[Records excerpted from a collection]
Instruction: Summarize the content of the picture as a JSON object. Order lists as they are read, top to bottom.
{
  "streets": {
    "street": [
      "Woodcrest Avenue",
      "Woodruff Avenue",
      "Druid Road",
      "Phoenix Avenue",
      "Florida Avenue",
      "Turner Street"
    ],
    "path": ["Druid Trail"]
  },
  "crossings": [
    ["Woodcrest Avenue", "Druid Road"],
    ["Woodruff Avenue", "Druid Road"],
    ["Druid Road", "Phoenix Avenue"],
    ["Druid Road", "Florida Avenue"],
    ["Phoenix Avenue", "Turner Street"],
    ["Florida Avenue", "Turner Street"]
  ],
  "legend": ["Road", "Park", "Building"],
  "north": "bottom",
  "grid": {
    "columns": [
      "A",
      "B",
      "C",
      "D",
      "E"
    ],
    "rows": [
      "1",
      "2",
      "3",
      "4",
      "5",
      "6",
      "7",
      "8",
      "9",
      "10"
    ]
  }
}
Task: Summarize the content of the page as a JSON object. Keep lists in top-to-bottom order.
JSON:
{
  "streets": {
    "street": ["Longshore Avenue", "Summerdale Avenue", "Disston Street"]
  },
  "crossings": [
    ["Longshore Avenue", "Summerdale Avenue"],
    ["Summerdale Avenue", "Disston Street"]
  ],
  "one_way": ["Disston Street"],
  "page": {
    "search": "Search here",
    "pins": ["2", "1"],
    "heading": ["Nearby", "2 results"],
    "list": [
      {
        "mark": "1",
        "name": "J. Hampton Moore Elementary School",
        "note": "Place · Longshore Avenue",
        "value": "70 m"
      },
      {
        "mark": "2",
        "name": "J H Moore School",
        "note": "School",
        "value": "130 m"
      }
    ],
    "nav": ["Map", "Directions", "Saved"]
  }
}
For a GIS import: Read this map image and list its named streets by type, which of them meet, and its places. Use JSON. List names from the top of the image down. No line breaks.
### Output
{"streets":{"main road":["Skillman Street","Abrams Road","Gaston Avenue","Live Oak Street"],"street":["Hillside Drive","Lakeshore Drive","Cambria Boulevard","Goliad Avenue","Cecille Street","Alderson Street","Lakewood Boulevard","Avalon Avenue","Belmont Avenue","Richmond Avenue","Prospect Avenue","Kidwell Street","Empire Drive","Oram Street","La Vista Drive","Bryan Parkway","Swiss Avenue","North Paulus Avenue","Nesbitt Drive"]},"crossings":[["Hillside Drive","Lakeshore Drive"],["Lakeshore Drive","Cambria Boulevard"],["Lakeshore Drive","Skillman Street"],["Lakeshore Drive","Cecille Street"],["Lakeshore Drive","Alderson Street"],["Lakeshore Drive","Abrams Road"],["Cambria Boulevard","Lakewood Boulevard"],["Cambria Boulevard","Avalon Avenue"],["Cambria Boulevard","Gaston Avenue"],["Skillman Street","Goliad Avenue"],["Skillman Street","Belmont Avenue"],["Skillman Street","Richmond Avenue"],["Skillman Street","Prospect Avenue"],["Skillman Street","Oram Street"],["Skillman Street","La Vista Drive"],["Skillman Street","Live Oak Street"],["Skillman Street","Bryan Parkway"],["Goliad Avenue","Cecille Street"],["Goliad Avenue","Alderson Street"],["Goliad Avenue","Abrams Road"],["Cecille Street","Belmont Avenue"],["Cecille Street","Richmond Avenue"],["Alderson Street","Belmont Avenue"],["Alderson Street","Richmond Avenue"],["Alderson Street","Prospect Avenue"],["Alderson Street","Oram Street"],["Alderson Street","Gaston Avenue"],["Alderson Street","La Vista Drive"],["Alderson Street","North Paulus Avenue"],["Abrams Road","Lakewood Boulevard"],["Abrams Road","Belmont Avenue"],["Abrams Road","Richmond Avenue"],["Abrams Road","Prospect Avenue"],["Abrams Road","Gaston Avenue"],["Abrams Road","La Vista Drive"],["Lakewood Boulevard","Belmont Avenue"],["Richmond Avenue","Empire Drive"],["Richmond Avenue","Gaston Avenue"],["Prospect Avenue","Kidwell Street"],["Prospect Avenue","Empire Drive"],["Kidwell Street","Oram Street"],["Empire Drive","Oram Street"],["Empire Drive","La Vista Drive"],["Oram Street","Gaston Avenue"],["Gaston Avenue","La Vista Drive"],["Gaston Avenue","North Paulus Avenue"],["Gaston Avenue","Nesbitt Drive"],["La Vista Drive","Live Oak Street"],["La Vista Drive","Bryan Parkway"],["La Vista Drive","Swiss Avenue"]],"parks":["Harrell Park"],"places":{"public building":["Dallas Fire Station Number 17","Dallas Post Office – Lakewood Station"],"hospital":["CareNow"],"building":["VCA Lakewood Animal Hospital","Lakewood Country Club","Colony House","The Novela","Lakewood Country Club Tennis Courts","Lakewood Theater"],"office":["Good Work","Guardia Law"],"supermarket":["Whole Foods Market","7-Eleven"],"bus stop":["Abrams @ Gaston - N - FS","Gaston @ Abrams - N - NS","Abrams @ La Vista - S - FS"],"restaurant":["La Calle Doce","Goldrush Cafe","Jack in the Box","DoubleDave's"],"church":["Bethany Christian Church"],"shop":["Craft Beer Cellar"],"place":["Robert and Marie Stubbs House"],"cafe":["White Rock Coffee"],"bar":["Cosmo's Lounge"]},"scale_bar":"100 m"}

• What you need to do:
When you retype the entries above, keep every line identical to the source.

• Result below:
Instruction: Summarize the content of the picture as a JSON object. Order lists as they are read, top to bottom.
{
  "streets": {
    "street": [
      "Woodcrest Avenue",
      "Woodruff Avenue",
      "Druid Road",
      "Phoenix Avenue",
      "Florida Avenue",
      "Turner Street"
    ],
    "path": ["Druid Trail"]
  },
  "crossings": [
    ["Woodcrest Avenue", "Druid Road"],
    ["Woodruff Avenue", "Druid Road"],
    ["Druid Road", "Phoenix Avenue"],
    ["Druid Road", "Florida Avenue"],
    ["Phoenix Avenue", "Turner Street"],
    ["Florida Avenue", "Turner Street"]
  ],
  "legend": ["Road", "Park", "Building"],
  "north": "bottom",
  "grid": {
    "columns": [
      "A",
      "B",
      "C",
      "D",
      "E"
    ],
    "rows": [
      "1",
      "2",
      "3",
      "4",
      "5",
      "6",
      "7",
      "8",
      "9",
      "10"
    ]
  }
}
Task: Summarize the content of the page as a JSON object. Keep lists in top-to-bottom order.
JSON:
{
  "streets": {
    "street": ["Longshore Avenue", "Summerdale Avenue", "Disston Street"]
  },
  "crossings": [
    ["Longshore Avenue", "Summerdale Avenue"],
    ["Summerdale Avenue", "Disston Street"]
  ],
  "one_way": ["Disston Street"],
  "page": {
    "search": "Search here",
    "pins": ["2", "1"],
    "heading": ["Nearby", "2 results"],
    "list": [
      {
        "mark": "1",
        "name": "J. Hampton Moore Elementary School",
        "note": "Place · Longshore Avenue",
        "value": "70 m"
      },
      {
        "mark": "2",
        "name": "J H Moore School",
        "note": "School",
        "value": "130 m"
      }
    ],
    "nav": ["Map", "Directions", "Saved"]
  }
}
For a GIS import: Read this map image and list its named streets by type, which of them meet, and its places. Use JSON. List names from the top of the image down. No line breaks.
### Output
{"streets":{"main road":["Skillman Street","Abrams Road","Gaston Avenue","Live Oak Street"],"street":["Hillside Drive","Lakeshore Drive","Cambria Boulevard","Goliad Avenue","Cecille Street","Alderson Street","Lakewood Boulevard","Avalon Avenue","Belmont Avenue","Richmond Avenue","Prospect Avenue","Kidwell Street","Empire Drive","Oram Street","La Vista Drive","Bryan Parkway","Swiss Avenue","North Paulus Avenue","Nesbitt Drive"]},"crossings":[["Hillside Drive","Lakeshore Drive"],["Lakeshore Drive","Cambria Boulevard"],["Lakeshore Drive","Skillman Street"],["Lakeshore Drive","Cecille Street"],["Lakeshore Drive","Alderson Street"],["Lakeshore Drive","Abrams Road"],["Cambria Boulevard","Lakewood Boulevard"],["Cambria Boulevard","Avalon Avenue"],["Cambria Boulevard","Gaston Avenue"],["Skillman Street","Goliad Avenue"],["Skillman Street","Belmont Avenue"],["Skillman Street","Richmond Avenue"],["Skillman Street","Prospect Avenue"],["Skillman Street","Oram Street"],["Skillman Street","La Vista Drive"],["Skillman Street","Live Oak Street"],["Skillman Street","Bryan Parkway"],["Goliad Avenue","Cecille Street"],["Goliad Avenue","Alderson Street"],["Goliad Avenue","Abrams Road"],["Cecille Street","Belmont Avenue"],["Cecille Street","Richmond Avenue"],["Alderson Street","Belmont Avenue"],["Alderson Street","Richmond Avenue"],["Alderson Street","Prospect Avenue"],["Alderson Street","Oram Street"],["Alderson Street","Gaston Avenue"],["Alderson Street","La Vista Drive"],["Alderson Street","North Paulus Avenue"],["Abrams Road","Lakewood Boulevard"],["Abrams Road","Belmont Avenue"],["Abrams Road","Richmond Avenue"],["Abrams Road","Prospect Avenue"],["Abrams Road","Gaston Avenue"],["Abrams Road","La Vista Drive"],["Lakewood Boulevard","Belmont Avenue"],["Richmond Avenue","Empire Drive"],["Richmond Avenue","Gaston Avenue"],["Prospect Avenue","Kidwell Street"],["Prospect Avenue","Empire Drive"],["Kidwell Street","Oram Street"],["Empire Drive","Oram Street"],["Empire Drive","La Vista Drive"],["Oram Street","Gaston Avenue"],["Gaston Avenue","La Vista Drive"],["Gaston Avenue","North Paulus Avenue"],["Gaston Avenue","Nesbitt Drive"],["La Vista Drive","Live Oak Street"],["La Vista Drive","Bryan Parkway"],["La Vista Drive","Swiss Avenue"]],"parks":["Harrell Park"],"places":{"public building":["Dallas Fire Station Number 17","Dallas Post Office – Lakewood Station"],"hospital":["CareNow"],"building":["VCA Lakewood Animal Hospital","Lakewood Country Club","Colony House","The Novela","Lakewood Country Club Tennis Courts","Lakewood Theater"],"office":["Good Work","Guardia Law"],"supermarket":["Whole Foods Market","7-Eleven"],"bus stop":["Abrams @ Gaston - N - FS","Gaston @ Abrams - N - NS","Abrams @ La Vista - S - FS"],"restaurant":["La Calle Doce","Goldrush Cafe","Jack in the Box","DoubleDave's"],"church":["Bethany Christian Church"],"shop":["Craft Beer Cellar"],"place":["Robert and Marie Stubbs House"],"cafe":["White Rock Coffee"],"bar":["Cosmo's Lounge"]},"scale_bar":"100 m"}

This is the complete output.